-- Opening Marker --

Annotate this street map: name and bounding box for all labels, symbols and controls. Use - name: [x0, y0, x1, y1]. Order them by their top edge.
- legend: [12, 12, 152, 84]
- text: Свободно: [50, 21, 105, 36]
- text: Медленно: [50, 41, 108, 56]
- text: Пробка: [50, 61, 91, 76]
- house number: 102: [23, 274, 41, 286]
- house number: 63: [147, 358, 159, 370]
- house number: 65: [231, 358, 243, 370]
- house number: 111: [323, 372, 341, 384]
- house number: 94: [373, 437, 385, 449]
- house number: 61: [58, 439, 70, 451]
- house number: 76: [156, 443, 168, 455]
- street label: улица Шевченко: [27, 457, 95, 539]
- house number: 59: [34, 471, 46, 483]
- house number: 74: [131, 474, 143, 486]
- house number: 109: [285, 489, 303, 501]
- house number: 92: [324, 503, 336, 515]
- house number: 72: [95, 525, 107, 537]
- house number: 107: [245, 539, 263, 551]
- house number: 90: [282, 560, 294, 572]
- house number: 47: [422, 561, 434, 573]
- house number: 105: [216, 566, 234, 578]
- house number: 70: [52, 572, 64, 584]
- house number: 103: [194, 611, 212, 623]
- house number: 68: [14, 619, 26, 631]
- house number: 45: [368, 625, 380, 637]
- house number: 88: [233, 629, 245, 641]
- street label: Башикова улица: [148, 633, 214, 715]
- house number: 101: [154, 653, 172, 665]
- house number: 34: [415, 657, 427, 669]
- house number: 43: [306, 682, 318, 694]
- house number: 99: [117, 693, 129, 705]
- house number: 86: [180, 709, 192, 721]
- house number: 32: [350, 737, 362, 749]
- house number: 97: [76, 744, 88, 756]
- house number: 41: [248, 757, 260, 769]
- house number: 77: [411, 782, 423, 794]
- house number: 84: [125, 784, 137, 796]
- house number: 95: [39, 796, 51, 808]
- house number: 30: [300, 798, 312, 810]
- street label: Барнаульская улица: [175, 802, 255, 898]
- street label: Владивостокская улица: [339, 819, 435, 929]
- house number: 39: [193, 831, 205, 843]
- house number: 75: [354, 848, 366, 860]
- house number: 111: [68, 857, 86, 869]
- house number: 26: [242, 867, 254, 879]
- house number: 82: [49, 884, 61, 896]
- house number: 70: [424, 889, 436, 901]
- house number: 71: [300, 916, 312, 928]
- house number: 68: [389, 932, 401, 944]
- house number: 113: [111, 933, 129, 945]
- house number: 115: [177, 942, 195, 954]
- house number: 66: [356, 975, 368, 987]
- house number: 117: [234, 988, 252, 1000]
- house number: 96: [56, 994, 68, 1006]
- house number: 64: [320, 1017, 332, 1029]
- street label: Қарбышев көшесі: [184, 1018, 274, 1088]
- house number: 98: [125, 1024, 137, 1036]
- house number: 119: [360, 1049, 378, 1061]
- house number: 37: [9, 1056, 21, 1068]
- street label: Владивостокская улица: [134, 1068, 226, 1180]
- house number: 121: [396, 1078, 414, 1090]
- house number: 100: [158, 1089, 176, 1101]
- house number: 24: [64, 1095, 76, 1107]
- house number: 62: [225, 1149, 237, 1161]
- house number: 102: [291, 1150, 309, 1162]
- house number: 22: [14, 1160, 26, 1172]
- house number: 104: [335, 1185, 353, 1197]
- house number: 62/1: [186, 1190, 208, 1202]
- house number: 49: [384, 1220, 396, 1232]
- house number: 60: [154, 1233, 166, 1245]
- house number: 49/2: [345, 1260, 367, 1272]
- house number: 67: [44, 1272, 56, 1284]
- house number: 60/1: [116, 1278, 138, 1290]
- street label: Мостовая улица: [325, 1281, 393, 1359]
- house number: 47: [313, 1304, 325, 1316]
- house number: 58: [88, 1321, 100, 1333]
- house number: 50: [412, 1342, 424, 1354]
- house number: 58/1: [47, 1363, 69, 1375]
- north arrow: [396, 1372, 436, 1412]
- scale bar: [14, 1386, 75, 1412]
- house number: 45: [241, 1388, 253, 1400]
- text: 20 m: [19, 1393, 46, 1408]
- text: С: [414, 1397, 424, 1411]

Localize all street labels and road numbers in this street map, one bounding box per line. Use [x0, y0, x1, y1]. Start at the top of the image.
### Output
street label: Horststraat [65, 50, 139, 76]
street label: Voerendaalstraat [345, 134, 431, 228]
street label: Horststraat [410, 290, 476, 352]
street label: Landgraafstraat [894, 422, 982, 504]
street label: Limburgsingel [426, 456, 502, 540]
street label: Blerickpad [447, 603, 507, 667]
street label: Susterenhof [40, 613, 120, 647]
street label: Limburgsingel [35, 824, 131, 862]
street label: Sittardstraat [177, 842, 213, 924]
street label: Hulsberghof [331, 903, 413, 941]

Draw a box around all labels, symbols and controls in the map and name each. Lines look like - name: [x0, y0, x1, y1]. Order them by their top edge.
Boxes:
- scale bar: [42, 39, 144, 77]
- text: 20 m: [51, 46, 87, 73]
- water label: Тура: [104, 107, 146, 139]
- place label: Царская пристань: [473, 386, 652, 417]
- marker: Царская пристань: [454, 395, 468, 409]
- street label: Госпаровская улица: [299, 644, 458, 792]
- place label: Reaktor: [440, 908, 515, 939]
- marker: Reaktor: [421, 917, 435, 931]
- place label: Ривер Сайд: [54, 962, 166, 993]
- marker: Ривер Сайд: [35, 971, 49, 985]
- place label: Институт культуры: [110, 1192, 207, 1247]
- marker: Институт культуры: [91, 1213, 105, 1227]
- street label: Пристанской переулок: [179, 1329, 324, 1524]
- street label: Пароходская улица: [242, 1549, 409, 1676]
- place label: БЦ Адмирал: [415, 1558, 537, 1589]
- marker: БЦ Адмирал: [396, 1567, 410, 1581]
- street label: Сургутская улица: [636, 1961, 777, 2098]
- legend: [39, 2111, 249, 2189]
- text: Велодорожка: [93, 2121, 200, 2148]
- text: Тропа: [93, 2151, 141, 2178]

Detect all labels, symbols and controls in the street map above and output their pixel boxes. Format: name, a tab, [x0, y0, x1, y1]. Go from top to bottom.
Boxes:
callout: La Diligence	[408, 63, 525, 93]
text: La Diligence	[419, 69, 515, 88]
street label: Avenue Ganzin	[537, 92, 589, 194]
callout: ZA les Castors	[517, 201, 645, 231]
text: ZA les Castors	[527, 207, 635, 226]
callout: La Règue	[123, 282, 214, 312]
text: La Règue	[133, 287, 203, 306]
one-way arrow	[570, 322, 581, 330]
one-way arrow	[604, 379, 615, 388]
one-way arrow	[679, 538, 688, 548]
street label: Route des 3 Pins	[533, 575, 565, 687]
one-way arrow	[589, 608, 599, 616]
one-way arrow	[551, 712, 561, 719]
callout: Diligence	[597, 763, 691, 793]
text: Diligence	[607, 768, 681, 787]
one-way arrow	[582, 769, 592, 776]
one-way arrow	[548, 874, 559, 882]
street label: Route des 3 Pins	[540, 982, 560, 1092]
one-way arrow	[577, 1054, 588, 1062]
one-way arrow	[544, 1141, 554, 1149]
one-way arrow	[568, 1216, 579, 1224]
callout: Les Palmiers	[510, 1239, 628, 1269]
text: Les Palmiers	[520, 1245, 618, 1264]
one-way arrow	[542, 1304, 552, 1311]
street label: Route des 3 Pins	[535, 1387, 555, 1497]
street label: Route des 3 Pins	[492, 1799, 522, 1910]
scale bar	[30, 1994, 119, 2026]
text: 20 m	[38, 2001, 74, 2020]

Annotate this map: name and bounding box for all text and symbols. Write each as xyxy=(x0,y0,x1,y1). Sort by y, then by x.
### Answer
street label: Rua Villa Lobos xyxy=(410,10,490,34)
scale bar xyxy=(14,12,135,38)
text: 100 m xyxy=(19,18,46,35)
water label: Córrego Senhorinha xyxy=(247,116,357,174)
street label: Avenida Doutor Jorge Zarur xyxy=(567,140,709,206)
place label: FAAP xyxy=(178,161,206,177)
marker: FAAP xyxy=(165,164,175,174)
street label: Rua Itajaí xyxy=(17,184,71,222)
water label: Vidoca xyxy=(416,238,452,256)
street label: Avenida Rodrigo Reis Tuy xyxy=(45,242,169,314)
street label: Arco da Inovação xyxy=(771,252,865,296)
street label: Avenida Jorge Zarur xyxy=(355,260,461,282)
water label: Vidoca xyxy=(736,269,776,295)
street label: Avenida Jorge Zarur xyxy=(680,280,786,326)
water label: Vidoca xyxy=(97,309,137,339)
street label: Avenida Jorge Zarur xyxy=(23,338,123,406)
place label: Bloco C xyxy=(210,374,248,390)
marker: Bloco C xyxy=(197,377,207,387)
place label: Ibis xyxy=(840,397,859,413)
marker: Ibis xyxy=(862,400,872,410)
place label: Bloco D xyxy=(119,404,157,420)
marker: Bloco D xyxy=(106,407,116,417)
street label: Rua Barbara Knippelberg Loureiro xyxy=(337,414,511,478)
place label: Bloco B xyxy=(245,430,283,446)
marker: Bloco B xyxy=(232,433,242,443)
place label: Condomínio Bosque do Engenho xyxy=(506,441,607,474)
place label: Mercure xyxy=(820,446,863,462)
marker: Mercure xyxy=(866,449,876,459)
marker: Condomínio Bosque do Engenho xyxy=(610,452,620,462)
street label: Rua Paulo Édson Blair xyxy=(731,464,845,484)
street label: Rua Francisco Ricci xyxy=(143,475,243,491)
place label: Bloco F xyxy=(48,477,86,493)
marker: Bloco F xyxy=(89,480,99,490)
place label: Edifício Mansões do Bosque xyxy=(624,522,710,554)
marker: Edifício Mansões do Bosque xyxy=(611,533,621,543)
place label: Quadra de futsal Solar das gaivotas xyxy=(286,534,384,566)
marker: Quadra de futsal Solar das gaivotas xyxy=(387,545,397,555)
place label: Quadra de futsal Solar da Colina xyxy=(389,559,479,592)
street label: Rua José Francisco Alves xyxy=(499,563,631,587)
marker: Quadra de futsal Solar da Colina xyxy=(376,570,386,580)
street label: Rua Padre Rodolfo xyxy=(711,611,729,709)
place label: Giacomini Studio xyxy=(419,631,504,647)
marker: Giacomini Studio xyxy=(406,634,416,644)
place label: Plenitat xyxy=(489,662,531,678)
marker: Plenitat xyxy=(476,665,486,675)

-- Closing Marker --

State how many lines of the listing include "Quadra", and nothing more.

4